5. The method of claim 1, wherein the individual is in need of a more attenuated response, a slower onset of psychological or physiological response (attenuation and prolongation of response) of the hallucinogen as compared to other hallucinogens, and said inducing step provides an effect selected from the group consisting of: less lobster in nausea and vomiting; less of the cardiovascular stimulation game lobemide; the severe heat-generating effect is reduced compared to that of siroccin; less adverse drug effects including anxiety; less or less intense lobby in the headache race; the overall onset of action is slow and diminished compared to that of siroccin; peak response at longer duration of effect and overall effect is reduced compared to comparable treatment regimens such as siroccin; an overall intense subjective experience while exhibiting favorable severe adverse effect characteristics; and combinations thereof.

6. The method of claim 1, wherein the inducing step is performed in the individual to reduce the risk of nausea or vomiting during the course of the fantasy therapy.

7. The method of claim 1, wherein the inducing step is performed in the individual to reduce the risk of cardiovascular irritation during the course of the hallucinogen treatment.

8. The method of claim 1, wherein said inducing step is performed in the individual to increase the sense of trust and openness, which is beneficial in enhancing the therapeutic alliance and catalyzing the effect of psychotherapy on any indication.

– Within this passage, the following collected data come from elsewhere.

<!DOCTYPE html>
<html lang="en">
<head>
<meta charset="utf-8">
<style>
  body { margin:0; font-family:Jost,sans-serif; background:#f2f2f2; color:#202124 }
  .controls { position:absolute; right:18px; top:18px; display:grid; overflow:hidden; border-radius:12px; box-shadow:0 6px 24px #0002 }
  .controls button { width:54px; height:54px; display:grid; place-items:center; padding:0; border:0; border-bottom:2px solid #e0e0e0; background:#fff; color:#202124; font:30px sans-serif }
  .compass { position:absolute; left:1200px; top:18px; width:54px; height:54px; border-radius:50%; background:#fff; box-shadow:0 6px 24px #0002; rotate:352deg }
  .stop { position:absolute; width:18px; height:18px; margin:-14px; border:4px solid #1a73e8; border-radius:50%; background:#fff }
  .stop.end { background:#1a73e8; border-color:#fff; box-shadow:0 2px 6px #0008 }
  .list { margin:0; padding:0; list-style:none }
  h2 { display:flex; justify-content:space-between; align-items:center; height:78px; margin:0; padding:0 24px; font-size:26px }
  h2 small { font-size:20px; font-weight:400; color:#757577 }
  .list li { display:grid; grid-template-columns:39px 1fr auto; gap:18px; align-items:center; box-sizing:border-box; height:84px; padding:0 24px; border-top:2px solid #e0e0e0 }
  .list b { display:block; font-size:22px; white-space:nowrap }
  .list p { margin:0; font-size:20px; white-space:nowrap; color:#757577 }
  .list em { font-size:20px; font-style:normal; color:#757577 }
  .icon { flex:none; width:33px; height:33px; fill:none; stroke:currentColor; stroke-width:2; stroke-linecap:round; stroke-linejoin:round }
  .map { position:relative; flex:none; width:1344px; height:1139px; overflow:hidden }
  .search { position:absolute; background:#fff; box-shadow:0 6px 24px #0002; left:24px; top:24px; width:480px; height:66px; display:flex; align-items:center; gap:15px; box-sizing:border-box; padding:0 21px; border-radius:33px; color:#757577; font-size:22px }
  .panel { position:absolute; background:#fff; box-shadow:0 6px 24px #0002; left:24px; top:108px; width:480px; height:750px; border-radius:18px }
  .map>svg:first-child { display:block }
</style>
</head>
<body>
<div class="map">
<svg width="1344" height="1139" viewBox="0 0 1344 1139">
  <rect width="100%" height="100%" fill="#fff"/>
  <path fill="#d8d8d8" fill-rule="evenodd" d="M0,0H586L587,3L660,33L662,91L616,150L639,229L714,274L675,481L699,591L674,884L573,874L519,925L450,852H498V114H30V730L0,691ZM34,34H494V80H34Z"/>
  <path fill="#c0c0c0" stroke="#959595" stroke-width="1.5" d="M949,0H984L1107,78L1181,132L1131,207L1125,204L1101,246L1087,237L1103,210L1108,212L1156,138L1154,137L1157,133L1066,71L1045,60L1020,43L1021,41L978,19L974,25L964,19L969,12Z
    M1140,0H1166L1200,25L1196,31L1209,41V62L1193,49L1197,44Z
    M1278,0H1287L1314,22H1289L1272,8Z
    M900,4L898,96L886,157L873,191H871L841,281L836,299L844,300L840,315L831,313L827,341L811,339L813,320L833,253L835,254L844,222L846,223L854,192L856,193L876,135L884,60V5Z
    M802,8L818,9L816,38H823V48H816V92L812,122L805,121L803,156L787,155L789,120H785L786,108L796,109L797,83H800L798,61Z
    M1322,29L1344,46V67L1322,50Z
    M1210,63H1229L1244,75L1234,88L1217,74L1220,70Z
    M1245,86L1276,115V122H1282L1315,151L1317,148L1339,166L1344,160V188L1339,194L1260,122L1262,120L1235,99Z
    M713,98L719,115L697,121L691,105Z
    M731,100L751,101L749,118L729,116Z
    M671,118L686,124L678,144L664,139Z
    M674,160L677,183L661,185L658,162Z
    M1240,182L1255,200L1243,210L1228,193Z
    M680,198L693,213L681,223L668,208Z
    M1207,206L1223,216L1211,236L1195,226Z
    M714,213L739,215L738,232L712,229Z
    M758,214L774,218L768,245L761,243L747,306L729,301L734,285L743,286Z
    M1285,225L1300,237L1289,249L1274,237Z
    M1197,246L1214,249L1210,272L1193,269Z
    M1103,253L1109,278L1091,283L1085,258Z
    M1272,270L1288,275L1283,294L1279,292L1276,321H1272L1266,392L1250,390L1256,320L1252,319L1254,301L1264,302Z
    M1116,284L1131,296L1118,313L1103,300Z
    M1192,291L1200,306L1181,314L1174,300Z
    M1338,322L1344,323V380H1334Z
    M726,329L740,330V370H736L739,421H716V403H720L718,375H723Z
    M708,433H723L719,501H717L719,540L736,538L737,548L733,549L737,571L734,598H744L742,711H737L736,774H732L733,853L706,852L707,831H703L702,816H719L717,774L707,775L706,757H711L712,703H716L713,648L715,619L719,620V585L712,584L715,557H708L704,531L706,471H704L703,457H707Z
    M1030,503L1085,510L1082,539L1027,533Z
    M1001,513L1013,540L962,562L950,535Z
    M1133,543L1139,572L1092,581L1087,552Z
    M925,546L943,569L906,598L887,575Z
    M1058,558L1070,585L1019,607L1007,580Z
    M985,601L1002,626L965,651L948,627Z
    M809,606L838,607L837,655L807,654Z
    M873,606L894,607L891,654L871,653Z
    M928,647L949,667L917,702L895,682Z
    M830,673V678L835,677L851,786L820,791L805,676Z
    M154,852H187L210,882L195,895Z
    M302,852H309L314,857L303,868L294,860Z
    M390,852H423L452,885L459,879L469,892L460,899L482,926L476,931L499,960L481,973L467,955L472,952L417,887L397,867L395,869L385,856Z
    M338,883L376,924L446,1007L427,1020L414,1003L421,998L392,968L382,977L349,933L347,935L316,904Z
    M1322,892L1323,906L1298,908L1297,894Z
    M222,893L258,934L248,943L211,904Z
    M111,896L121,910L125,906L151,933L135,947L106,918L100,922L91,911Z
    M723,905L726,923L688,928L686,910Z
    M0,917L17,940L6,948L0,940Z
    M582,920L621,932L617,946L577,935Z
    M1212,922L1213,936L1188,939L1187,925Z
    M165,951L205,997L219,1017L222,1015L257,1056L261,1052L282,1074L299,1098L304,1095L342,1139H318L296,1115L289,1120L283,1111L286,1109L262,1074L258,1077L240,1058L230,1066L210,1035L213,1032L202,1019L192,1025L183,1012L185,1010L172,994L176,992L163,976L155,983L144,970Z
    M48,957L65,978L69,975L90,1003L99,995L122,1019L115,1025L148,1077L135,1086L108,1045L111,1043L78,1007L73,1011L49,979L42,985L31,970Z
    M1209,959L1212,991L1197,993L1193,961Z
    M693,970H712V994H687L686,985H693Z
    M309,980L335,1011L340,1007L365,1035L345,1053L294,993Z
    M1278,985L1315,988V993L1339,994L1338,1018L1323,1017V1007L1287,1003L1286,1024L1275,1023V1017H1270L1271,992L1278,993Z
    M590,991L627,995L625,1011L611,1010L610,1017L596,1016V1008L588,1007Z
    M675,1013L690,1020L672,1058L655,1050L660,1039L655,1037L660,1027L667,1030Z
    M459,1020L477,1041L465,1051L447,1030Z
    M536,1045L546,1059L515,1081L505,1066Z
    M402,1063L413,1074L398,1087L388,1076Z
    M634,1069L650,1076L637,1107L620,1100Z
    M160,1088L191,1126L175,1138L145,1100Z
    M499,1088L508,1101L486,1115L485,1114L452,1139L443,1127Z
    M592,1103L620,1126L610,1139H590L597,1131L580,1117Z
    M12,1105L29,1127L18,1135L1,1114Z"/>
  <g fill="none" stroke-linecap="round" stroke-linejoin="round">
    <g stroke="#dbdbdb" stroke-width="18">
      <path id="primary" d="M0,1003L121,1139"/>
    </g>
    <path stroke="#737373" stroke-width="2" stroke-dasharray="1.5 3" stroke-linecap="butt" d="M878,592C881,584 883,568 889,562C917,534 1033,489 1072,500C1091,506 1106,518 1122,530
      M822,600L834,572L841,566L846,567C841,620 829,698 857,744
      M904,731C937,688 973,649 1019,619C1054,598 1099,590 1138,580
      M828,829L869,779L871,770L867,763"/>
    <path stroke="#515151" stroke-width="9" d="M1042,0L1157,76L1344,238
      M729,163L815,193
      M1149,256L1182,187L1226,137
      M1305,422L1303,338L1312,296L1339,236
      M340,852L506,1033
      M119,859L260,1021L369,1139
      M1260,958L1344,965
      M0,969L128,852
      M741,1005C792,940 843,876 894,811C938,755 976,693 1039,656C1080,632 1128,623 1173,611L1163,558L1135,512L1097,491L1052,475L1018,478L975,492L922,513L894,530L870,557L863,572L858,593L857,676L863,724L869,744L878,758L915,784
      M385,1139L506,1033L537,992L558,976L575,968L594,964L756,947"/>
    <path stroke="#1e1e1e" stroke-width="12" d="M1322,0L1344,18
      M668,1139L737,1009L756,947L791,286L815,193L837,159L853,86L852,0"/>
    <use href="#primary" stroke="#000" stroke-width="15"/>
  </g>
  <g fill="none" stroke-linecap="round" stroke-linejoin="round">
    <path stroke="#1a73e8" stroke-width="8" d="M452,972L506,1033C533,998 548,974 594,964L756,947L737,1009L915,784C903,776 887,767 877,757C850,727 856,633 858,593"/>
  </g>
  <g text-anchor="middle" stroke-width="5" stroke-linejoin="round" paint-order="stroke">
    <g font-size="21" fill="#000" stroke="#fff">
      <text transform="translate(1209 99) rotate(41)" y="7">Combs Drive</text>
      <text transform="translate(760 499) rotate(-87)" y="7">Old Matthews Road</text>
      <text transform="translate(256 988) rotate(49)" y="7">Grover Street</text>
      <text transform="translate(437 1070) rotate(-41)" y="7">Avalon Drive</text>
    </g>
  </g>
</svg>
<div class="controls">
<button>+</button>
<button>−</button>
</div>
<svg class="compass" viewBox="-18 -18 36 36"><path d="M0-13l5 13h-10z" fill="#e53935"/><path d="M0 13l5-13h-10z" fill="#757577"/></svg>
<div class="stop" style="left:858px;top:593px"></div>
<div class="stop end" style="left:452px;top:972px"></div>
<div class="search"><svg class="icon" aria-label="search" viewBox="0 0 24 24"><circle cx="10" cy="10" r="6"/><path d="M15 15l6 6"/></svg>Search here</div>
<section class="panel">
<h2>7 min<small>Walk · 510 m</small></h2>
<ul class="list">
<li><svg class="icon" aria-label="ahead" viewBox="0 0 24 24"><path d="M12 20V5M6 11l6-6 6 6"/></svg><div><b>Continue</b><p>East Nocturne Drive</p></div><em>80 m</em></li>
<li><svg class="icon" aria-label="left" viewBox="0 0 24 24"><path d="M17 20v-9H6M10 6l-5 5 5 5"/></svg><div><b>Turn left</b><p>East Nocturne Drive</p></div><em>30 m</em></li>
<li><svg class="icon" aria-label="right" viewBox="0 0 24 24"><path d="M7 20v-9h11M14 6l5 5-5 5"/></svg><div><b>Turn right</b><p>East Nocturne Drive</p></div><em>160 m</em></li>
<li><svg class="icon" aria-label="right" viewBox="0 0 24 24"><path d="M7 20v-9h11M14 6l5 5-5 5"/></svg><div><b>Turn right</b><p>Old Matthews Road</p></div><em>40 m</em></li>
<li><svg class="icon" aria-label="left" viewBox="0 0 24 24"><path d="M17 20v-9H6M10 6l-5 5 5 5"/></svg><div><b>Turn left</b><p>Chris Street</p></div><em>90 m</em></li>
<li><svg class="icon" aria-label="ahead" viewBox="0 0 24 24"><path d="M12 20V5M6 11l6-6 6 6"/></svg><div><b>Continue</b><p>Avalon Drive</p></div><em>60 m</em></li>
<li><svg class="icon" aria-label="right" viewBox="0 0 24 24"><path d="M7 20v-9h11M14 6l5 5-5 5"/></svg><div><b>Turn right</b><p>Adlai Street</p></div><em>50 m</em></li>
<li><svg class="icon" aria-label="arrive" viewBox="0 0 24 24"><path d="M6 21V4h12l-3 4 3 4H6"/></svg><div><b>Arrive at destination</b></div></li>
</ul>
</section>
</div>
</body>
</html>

9. The method of claim 1, wherein the inducing step is performed in the individual to create an inward focus of attention and subjective insight to enhance psychotherapy.

10. The method of claim 1, wherein said inducing step is performed in the individual to induce a nerve regeneration process beneficial to a medical condition selected from the group consisting of alzheimer's disease, dementia, pre-dementia, and parkinson's disease.

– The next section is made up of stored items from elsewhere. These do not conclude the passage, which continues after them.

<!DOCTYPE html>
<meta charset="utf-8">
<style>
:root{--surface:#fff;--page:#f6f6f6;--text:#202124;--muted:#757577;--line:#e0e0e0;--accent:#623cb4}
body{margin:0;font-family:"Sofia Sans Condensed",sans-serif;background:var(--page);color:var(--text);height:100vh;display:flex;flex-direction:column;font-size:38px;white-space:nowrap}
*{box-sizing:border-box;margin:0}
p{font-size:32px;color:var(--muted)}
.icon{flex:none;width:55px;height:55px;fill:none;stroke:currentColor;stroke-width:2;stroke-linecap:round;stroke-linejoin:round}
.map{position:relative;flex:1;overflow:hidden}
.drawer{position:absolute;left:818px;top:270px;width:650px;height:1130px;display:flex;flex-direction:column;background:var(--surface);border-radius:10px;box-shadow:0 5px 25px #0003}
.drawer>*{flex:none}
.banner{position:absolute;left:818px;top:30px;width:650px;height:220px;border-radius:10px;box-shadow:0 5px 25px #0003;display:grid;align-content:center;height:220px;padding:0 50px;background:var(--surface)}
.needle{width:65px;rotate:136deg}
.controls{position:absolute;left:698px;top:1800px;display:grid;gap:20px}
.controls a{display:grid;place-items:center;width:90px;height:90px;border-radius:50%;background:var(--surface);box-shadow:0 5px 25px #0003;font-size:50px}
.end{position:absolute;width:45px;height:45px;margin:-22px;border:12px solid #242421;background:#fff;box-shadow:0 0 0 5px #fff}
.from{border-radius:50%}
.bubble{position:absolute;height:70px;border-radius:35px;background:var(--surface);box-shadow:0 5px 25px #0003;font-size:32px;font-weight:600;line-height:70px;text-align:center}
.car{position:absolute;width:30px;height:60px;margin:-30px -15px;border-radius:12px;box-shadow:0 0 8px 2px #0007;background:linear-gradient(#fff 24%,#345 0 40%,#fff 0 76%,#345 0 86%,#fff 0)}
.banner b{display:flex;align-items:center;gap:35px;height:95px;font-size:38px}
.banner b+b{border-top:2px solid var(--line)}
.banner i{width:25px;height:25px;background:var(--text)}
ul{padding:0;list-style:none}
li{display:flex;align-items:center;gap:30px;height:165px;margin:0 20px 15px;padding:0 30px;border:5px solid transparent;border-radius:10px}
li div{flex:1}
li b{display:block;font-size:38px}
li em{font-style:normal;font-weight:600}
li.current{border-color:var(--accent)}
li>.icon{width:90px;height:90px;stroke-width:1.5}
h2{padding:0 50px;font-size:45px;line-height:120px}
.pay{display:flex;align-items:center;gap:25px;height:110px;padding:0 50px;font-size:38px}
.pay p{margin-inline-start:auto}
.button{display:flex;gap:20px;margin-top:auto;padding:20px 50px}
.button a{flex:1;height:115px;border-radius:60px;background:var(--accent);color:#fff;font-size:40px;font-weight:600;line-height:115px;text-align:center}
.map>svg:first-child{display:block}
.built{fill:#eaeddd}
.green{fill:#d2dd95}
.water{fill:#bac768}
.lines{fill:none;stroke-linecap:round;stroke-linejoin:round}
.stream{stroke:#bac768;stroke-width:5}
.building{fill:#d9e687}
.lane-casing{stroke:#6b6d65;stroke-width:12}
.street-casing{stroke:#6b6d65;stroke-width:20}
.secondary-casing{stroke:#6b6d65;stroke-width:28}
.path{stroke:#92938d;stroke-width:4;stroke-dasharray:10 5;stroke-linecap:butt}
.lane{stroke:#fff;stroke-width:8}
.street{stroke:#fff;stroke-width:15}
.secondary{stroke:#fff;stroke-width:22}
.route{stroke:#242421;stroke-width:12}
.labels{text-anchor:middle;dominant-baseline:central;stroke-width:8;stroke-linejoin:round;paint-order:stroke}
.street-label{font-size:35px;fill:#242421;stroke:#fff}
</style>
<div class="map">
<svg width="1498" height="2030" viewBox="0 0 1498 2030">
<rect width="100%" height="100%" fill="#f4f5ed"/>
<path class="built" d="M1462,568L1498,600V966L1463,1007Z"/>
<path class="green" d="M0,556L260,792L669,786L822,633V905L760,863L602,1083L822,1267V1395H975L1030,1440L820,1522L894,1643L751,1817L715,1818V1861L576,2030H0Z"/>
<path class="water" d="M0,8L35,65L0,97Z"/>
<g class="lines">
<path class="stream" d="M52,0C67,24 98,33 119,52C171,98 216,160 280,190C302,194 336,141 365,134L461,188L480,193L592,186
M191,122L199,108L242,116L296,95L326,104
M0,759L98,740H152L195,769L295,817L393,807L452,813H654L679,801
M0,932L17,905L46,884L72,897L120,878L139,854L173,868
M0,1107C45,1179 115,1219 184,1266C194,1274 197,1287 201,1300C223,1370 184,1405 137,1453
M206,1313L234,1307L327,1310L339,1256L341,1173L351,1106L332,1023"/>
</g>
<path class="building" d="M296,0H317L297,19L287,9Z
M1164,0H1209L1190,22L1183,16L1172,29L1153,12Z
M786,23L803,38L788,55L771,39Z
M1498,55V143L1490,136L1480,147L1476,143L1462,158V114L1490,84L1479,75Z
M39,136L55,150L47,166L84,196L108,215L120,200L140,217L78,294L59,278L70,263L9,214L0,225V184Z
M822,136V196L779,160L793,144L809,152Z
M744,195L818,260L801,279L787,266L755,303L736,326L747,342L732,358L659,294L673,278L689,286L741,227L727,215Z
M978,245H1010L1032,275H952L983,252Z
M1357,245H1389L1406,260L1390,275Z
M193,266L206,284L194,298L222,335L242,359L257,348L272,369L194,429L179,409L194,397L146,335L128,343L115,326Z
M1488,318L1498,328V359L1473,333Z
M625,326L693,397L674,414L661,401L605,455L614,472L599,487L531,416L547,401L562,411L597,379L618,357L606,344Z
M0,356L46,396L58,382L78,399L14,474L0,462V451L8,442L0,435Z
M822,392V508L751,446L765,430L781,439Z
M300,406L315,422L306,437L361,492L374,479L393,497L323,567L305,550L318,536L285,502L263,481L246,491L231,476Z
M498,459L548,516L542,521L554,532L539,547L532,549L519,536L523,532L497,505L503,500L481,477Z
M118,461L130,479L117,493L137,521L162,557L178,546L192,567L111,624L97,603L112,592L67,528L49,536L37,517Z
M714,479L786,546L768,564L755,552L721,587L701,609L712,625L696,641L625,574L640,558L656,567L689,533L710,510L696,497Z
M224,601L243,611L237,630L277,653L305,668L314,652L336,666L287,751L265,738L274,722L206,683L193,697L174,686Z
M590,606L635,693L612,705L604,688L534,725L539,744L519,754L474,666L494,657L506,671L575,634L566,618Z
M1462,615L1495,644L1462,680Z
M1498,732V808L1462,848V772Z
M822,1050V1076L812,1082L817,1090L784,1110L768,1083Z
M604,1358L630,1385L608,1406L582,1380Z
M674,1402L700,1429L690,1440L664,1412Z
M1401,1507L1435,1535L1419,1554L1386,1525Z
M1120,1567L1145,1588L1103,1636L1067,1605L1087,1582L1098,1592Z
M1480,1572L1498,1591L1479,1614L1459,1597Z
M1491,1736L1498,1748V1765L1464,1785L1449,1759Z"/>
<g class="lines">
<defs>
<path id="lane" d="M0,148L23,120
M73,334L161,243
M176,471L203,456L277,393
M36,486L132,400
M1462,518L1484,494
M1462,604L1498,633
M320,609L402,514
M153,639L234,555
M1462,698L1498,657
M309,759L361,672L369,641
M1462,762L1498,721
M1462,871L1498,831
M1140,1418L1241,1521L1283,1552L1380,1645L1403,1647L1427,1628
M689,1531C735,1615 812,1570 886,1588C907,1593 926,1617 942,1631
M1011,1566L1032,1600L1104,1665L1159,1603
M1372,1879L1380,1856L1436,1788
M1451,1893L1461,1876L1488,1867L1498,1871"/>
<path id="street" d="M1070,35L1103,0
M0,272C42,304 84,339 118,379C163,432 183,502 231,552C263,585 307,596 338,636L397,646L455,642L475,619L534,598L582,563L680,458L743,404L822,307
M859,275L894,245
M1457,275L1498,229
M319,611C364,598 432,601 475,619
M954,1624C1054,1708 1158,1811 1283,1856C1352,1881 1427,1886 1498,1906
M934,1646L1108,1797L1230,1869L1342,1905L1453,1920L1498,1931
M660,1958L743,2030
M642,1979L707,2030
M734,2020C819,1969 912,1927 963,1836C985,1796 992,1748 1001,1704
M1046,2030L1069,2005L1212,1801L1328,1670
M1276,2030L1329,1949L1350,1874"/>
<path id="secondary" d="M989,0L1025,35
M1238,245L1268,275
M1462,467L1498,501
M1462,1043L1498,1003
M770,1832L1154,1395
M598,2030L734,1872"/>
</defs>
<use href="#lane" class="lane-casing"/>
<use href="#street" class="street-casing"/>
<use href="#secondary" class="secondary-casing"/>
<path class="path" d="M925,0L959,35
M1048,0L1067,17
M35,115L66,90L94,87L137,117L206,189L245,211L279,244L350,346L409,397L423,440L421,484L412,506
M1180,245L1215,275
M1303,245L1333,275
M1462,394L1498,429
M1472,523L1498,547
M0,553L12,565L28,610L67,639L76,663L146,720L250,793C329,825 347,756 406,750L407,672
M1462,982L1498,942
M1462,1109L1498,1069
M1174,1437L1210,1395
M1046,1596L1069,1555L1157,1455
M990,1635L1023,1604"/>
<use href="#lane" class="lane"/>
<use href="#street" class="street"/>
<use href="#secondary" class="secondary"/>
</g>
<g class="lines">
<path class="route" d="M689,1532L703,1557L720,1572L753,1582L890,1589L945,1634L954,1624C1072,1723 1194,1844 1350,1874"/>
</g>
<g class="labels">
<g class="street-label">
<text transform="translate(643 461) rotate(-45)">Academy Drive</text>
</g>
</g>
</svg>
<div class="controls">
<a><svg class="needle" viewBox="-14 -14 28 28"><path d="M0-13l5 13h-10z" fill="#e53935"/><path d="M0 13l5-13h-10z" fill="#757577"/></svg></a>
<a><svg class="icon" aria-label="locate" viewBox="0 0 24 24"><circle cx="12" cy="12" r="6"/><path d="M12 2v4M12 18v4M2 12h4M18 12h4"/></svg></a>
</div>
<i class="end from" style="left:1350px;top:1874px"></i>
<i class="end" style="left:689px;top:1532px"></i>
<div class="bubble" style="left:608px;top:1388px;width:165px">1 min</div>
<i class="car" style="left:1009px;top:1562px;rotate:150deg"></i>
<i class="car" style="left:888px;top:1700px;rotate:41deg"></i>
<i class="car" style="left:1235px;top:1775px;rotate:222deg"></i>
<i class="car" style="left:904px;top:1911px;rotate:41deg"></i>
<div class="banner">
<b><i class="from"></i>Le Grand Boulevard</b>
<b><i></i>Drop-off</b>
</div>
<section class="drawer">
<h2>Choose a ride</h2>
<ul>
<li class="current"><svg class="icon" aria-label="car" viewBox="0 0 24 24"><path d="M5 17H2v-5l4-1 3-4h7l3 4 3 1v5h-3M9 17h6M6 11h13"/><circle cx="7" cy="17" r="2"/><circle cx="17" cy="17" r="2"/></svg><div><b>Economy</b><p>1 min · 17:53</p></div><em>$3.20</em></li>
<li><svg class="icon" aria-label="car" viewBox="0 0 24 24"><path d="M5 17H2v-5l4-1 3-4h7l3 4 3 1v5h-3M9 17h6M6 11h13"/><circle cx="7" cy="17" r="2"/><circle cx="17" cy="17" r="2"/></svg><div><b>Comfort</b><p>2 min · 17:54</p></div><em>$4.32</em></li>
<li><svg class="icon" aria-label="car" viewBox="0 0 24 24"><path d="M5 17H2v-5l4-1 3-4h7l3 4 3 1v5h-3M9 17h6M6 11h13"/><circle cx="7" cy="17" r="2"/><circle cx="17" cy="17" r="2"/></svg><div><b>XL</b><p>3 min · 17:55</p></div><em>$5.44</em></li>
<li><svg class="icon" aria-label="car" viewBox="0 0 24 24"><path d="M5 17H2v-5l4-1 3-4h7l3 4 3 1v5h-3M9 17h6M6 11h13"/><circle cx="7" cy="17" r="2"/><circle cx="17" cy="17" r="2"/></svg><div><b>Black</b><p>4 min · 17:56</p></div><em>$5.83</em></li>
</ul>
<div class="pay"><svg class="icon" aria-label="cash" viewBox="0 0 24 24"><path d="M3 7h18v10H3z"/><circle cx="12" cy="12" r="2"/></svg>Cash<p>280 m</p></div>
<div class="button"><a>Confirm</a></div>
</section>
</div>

11. The method of claim 1, wherein the composition is administered at a dose of 1-800 mg.

12. The method of claim 1, wherein the administering step is further defined as administering a dose selected from the group consisting of: micro-doses of melissin hydrochloride (1-100 mg) do not induce subjective effects to induce minimal subjective effects and are equivalent to <20 μg LSD base; low doses of melicorine hydrochloride (100-200 mg), inducing mild illusion effects and equivalent to 20-40 μg LSD; moderate to moderate doses of forskolin hydrochloride (300-400 mg) induce a moderate to moderately strong fantasy experience, mainly positive pharmaceutical effects and equivalent to 60-80 μg LSD; medium to high doses of melissin hydrochloride (500 mg), equivalent to 100 μg LSD base, and induces a complete "good effect" illusion response, mainly positive pharmaceutical effects and moderate self-digestion and moderate risk of anxiety; high doses of Mescalin hydrochloride (800 mg), equivalent to 150-200 μg LSD base, induce complete and very strong fantasy responses, including pronounced "self-digestion", and have a high risk of developing anxiety.

13. A method of treatment comprising the steps of:

administering to the individual a moderately "good effector dose" of a composition selected from the group consisting of: moschcalin, moschcalin salts, analogs thereof, and derivatives thereof; and

inducing a positive, severe pharmaceutical effect known to be associated with a more positive long-term response in psychotic patients.

14. The method of claim 13, wherein the "good effector dose" is further defined as 500mg of the composition.

15. A method of treatment comprising the steps of:

administering to the individual an "autolytic" dose of a composition selected from the group consisting of: moschcalin, moschcalin salts, analogs thereof, and derivatives thereof; and

providing a self-digestion experience.

16. The method of claim 15, wherein the "self-digestion" dose is further defined as 800mg of the composition.